§ **Exercise prompt**
The entries are to be output once more, word for word.

§ **Provided records**
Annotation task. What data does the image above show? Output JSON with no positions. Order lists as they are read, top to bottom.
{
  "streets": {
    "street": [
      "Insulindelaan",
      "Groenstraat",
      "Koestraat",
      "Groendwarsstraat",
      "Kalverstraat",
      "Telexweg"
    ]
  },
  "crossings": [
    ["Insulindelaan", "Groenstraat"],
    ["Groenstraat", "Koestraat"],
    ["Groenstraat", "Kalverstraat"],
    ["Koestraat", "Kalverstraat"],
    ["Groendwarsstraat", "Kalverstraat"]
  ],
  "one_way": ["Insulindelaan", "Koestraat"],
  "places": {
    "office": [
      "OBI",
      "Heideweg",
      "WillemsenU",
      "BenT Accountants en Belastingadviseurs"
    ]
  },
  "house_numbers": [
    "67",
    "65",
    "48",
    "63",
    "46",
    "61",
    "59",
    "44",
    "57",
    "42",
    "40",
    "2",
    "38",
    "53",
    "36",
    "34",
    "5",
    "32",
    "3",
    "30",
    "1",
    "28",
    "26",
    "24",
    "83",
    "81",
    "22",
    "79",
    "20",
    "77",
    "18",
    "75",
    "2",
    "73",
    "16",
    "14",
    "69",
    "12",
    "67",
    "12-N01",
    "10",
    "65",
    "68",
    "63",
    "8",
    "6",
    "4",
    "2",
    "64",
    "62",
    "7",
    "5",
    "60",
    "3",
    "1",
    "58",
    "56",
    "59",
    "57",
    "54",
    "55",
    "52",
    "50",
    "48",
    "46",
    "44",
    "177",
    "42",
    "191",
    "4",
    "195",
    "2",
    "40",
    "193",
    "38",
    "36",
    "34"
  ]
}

§ **Problem solution**
Annotation task. What data does the image above show? Output JSON with no positions. Order lists as they are read, top to bottom.
{
  "streets": {
    "street": [
      "Insulindelaan",
      "Groenstraat",
      "Koestraat",
      "Groendwarsstraat",
      "Kalverstraat",
      "Telexweg"
    ]
  },
  "crossings": [
    ["Insulindelaan", "Groenstraat"],
    ["Groenstraat", "Koestraat"],
    ["Groenstraat", "Kalverstraat"],
    ["Koestraat", "Kalverstraat"],
    ["Groendwarsstraat", "Kalverstraat"]
  ],
  "one_way": ["Insulindelaan", "Koestraat"],
  "places": {
    "office": [
      "OBI",
      "Heideweg",
      "WillemsenU",
      "BenT Accountants en Belastingadviseurs"
    ]
  },
  "house_numbers": [
    "67",
    "65",
    "48",
    "63",
    "46",
    "61",
    "59",
    "44",
    "57",
    "42",
    "40",
    "2",
    "38",
    "53",
    "36",
    "34",
    "5",
    "32",
    "3",
    "30",
    "1",
    "28",
    "26",
    "24",
    "83",
    "81",
    "22",
    "79",
    "20",
    "77",
    "18",
    "75",
    "2",
    "73",
    "16",
    "14",
    "69",
    "12",
    "67",
    "12-N01",
    "10",
    "65",
    "68",
    "63",
    "8",
    "6",
    "4",
    "2",
    "64",
    "62",
    "7",
    "5",
    "60",
    "3",
    "1",
    "58",
    "56",
    "59",
    "57",
    "54",
    "55",
    "52",
    "50",
    "48",
    "46",
    "44",
    "177",
    "42",
    "191",
    "4",
    "195",
    "2",
    "40",
    "193",
    "38",
    "36",
    "34"
  ]
}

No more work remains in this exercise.